Source information:
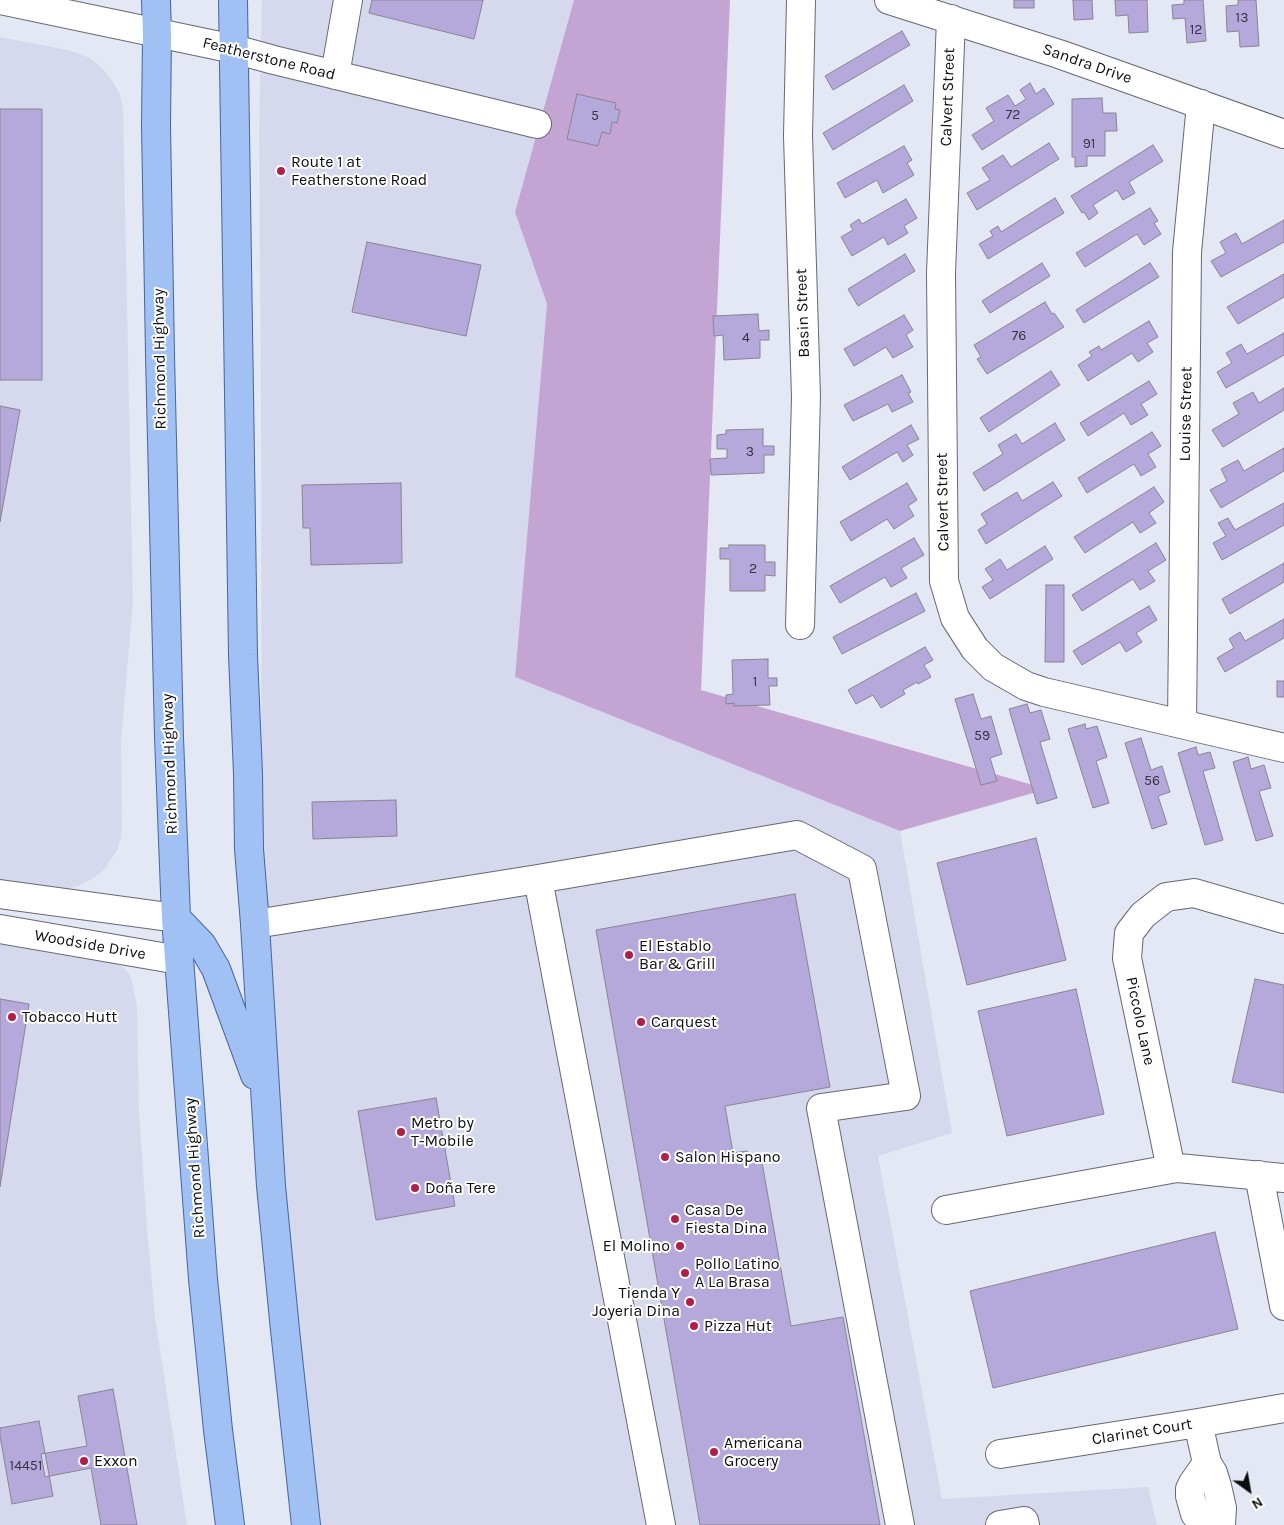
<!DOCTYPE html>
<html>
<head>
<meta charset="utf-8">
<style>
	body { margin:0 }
	#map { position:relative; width:1284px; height:1525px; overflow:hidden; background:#e4e7f4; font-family:Karla,sans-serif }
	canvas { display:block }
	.north { position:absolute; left:1224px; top:1465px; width:50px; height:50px; -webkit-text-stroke:4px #fff; paint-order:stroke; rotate:148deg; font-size:14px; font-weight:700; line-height:20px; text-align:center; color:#0c0d11 }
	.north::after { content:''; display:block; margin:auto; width:18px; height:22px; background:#0c0d11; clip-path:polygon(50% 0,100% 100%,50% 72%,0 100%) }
</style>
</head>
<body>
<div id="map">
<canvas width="1284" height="1525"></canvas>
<div class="north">N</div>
</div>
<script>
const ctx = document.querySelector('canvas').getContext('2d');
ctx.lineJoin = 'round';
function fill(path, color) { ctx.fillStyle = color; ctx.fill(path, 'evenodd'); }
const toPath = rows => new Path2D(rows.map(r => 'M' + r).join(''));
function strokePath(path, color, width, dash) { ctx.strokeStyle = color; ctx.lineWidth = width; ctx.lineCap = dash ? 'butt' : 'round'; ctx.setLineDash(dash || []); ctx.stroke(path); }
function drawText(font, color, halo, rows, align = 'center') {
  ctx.font = font + ' Karla,sans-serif'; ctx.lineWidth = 4; ctx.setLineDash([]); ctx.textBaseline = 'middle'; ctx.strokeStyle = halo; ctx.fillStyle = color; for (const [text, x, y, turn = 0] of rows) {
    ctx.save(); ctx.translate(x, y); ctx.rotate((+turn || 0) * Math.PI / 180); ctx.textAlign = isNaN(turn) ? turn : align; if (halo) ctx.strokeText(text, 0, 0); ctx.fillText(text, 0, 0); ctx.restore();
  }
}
fill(toPath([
	[262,0,574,0,515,212,547,304,515,677,900,831,952,1133,878,1156,942,1499,1148,1487,1157,1525,315,1525,262,1045,261,413,259,132],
	[0,37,68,50,90,58,103,69,113,82,120,95,123,108,133,601,121,741,122,824,121,838,117,850,104,870,92,879,80,885,66,890,0,882],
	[0,940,114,961,126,970,131,978,133,986,137,1007,139,1113,147,1228,155,1317,187,1525,0,1525]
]), '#d6d9ee');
fill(toPath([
	[574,0,730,0,701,690,1047,789,900,831,515,677,547,304,515,212]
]), '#c3a4d2');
const building = toPath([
	[372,0,483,0,474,39,369,13,372,0],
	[1014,0,1034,0,1034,8,1014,8,1014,0],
	[1073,0,1092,0,1093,19,1074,20,1073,0],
	[1115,0,1147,0,1148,32,1129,33,1128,15,1116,16,1115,0],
	[1184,0,1203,0,1206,41,1187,43,1185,18,1173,19,1172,5,1184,4,1184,0],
	[1238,0,1256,0,1259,46,1240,47,1239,31,1227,32,1226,6,1238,5,1238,0],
	[902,31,910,45,833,90,825,76,902,31],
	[1030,83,1036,94,1044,88,1054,104,982,150,972,135,994,121,986,108,1008,95,1015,106,1026,99,1020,90,1030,83],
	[904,85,913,101,833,150,823,133,904,85],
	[577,94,616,103,615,109,620,110,617,123,612,122,610,134,602,132,598,146,567,139,577,94],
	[1102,98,1103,113,1116,113,1117,131,1105,131,1105,156,1087,156,1087,166,1075,167,1075,157,1072,157,1072,99,1102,98],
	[0,109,42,109,42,380,0,380,0,109],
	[1049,143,1059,159,977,210,967,193,990,180,982,168,1003,155,1011,167,1049,143],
	[1153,145,1163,161,1129,182,1135,193,1123,200,1117,190,1093,205,1098,213,1089,220,1084,212,1082,213,1071,196,1153,145],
	[904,146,912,160,907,163,914,175,883,193,877,180,845,198,837,183,904,146],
	[1055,198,1064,213,988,259,979,244,993,236,990,231,998,226,1001,232,1055,198],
	[906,199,917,218,904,226,908,233,888,245,884,237,852,256,841,237,853,230,850,225,859,219,862,224,906,199],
	[1150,208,1158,221,1154,223,1161,234,1144,245,1137,234,1085,267,1076,253,1150,208],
	[1284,220,1284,242,1221,277,1211,261,1226,253,1220,242,1236,233,1242,244,1284,220],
	[367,242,481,265,466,336,352,312,367,242],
	[905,254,915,271,858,306,848,289,905,254],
	[1042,263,1050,276,990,313,982,301,1042,263],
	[1150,263,1159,277,1084,323,1076,310,1150,263],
	[1284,274,1284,297,1238,324,1227,307,1284,274],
	[1045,302,1052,314,1054,313,1064,327,987,374,977,359,981,357,974,345,1045,302],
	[758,314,759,331,769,330,769,340,760,340,760,358,724,360,723,335,714,336,713,316,758,314],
	[904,315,913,330,906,335,913,347,893,358,886,347,854,366,844,349,904,315],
	[1149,321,1158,337,1147,343,1153,352,1138,362,1132,353,1088,381,1078,365,1092,356,1089,352,1099,346,1101,350,1149,321],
	[1284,333,1284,355,1226,388,1217,372,1232,363,1226,353,1241,344,1247,354,1284,333],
	[1051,371,1060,385,989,432,980,418,1051,371],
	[902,375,911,392,908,393,913,402,892,412,888,404,853,421,844,405,902,375],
	[1149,381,1157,394,1141,404,1148,415,1131,425,1124,413,1088,436,1080,423,1149,381],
	[1284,388,1284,410,1223,447,1212,430,1239,414,1233,403,1253,392,1259,403,1284,388],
	[0,406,20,410,0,522,0,406],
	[1055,423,1065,440,984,491,973,473,1003,454,998,445,1016,434,1022,444,1055,423],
	[911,425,919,439,907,445,913,455,903,462,897,452,850,480,842,467,911,425],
	[763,429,763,446,774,446,774,455,764,455,764,473,711,475,710,459,727,458,727,449,717,449,717,435,726,434,726,430,763,429],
	[1152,432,1161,446,1148,454,1156,467,1141,476,1134,464,1087,493,1078,478,1152,432],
	[1284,448,1284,471,1221,508,1210,490,1227,481,1221,469,1238,460,1244,471,1284,448],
	[1053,482,1062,496,986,544,978,530,987,524,981,514,1017,492,1022,501,1053,482],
	[401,483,402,563,311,565,310,528,303,528,302,485,401,483],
	[907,483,917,500,908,506,914,516,894,529,887,519,851,541,840,522,907,483],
	[1154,487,1164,502,1149,513,1156,523,1140,533,1133,522,1085,553,1074,537,1154,487],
	[1284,503,1284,525,1222,560,1213,543,1226,536,1218,523,1228,518,1235,530,1284,503],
	[914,538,924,555,901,568,907,578,891,587,885,577,840,603,830,586,914,538],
	[1156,543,1166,560,1148,571,1155,581,1140,590,1133,579,1082,611,1072,595,1156,543],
	[729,545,765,545,765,562,775,562,775,576,765,575,765,591,730,591,730,559,720,559,720,548,729,548,729,545],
	[1045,546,1053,559,990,599,982,587,993,580,985,569,1000,559,1007,570,1045,546],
	[1284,563,1284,582,1230,614,1222,599,1284,563],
	[1046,585,1064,585,1064,662,1045,662,1046,585],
	[916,593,925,611,842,654,833,637,916,593],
	[1149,606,1157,620,1136,633,1142,642,1126,652,1120,642,1082,665,1073,651,1149,606],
	[1284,619,1284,638,1225,672,1217,658,1234,648,1229,639,1240,632,1245,641,1284,619],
	[925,647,933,660,924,665,931,677,918,684,917,682,903,690,905,694,881,708,873,695,856,704,848,690,925,647],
	[768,659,768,678,777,678,777,686,769,686,770,705,734,706,734,703,726,704,726,695,733,694,732,660,768,659],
	[1277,681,1284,681,1284,697,1277,697,1277,681],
	[973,694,981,719,991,716,1002,754,990,758,997,781,981,785,955,699,973,694],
	[1027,704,1030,713,1041,710,1050,739,1040,742,1057,798,1037,804,1009,709,1027,704],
	[1085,724,1086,729,1097,726,1107,757,1096,761,1109,803,1093,808,1068,729,1085,724],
	[1141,738,1151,770,1162,766,1170,792,1158,796,1167,824,1152,829,1125,743,1141,738],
	[1196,747,1198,755,1210,752,1215,768,1203,771,1223,840,1205,845,1178,753,1196,747],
	[1248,757,1251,769,1264,765,1271,788,1259,791,1273,836,1256,841,1233,762,1248,757],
	[396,800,397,836,313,839,312,802,396,800],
	[1036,838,1066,960,967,985,937,863,1036,838],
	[795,894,830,1087,725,1106,733,1153,747,1151,748,1159,761,1157,791,1326,843,1317,880,1525,700,1525,596,930,795,894],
	[1255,979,1284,985,1284,1093,1232,1082,1255,979],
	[1076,989,1104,1114,1007,1136,978,1011,1076,989],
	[0,999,29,1004,0,1187,0,999],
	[436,1098,455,1206,376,1220,358,1111,436,1098],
	[1215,1232,1238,1329,993,1388,970,1291,1215,1232],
	[113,1389,137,1525,101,1525,91,1468,45,1477,41,1454,87,1446,78,1396,113,1389],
	[39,1421,53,1496,12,1504,0,1436,0,1428,39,1421]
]);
fill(building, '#b5a8db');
strokePath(building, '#888591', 1);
const minor = toPath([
	[0,0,234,49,274,60,537,124],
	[889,0,1059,54,1284,134],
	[951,19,941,273,944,581,955,618,975,649,993,667,1026,686,1044,692,1284,748],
	[335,75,348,0],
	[800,625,806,397,798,136,801,0],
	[1182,724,1187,252,1201,104],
	[538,879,797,835,862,869,906,1096,821,1108,900,1525],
	[0,894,176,918],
	[1284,919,1194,893,1166,897,1143,915,1129,933,1127,958,1171,1169,1178,1168,1284,1178],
	[255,924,538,879,661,1525],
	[0,929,179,960],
	[1259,1175,1284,1306],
	[946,1210,1171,1169],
	[1198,1423,1207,1463,1213,1473,1217,1486,1222,1508,1221,1525],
	[1000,1454,1198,1423,1284,1408],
	[1000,1525,1024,1521,1025,1525],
	[1205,1525,1195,1514,1190,1496,1190,1489,1193,1483,1207,1463]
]);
const major = toPath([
	[156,0,157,34,156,125,160,355,169,737,176,918,203,1279,218,1430,230,1525],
	[233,0,243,655,248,774,249,849,255,924,271,1186,285,1330,306,1525],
	[176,918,202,945,216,969,255,1075]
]);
strokePath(minor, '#666874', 30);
strokePath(major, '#44669f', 30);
strokePath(minor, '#fff', 28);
strokePath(major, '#a1c0f3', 28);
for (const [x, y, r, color] of [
	[281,171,5,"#b01e4a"],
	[629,955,5,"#b01e4a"],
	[12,1017,5,"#b01e4a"],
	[641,1022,5,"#b01e4a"],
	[401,1132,5,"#b01e4a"],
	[665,1157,5,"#b01e4a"],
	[415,1188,5,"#b01e4a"],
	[675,1219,5,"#b01e4a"],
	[680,1246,5,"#b01e4a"],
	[685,1273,5,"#b01e4a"],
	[690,1302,5,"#b01e4a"],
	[694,1326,5,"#b01e4a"],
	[714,1452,5,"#b01e4a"],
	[84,1461,5,"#b01e4a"]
]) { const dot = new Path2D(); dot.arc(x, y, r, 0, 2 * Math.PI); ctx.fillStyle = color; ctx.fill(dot); strokePath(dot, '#fff', 2); }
drawText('14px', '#363444', null, [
	["13",1242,18],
	["12",1196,30],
	["72",1013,115],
	["5",595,116],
	["91",1089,144],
	["76",1019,336],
	["4",746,338],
	["3",750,452],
	["2",753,569],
	["1",755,682],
	["59",982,736],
	["56",1152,781],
	["14451",26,1466]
]);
drawText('16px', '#0c0d11', '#fff', [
	["Featherstone Road",269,59,14],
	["Sandra Drive",1087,64,19],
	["Calvert Street",948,97,-88],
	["Basin Street",803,313,-92],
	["Richmond Highway",160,359,-91],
	["Louise Street",1186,414,-89],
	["Calvert Street",943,502,-91],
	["Richmond Highway",170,764,-92],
	["Woodside Drive",90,945,10],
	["Piccolo Lane",1140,1021,78],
	["Richmond Highway",195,1168,-94],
	["Clarinet Court",1142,1432,-9]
]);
drawText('16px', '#0c0d11', '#fff', [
	["Route 1 at",291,162],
	["Featherstone Road",291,180],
	["El Establo",639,946],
	["Bar & Grill",639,964],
	["Tobacco Hutt",22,1017],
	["Carquest",651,1022],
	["Metro by",411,1123],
	["T-Mobile",411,1141],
	["Salon Hispano",675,1157],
	["Doña Tere",425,1188],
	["Casa De",685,1210],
	["Fiesta Dina",685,1228],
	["El Molino",670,1246,"right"],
	["Pollo Latino",695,1264],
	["A La Brasa",695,1282],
	["Tienda Y",680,1293,"right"],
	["Joyeria Dina",680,1311,"right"],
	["Pizza Hut",704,1326],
	["Americana",724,1443],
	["Grocery",724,1461],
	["Exxon",94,1461]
], 'left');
</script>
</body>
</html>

Task: The answer consists of the lines above that include the word "rows", each copied exactly.

Answer to this exercise:
const toPath = rows => new Path2D(rows.map(r => 'M' + r).join(''));
function drawText(font, color, halo, rows, align = 'center') {
  ctx.font = font + ' Karla,sans-serif'; ctx.lineWidth = 4; ctx.setLineDash([]); ctx.textBaseline = 'middle'; ctx.strokeStyle = halo; ctx.fillStyle = color; for (const [text, x, y, turn = 0] of rows) {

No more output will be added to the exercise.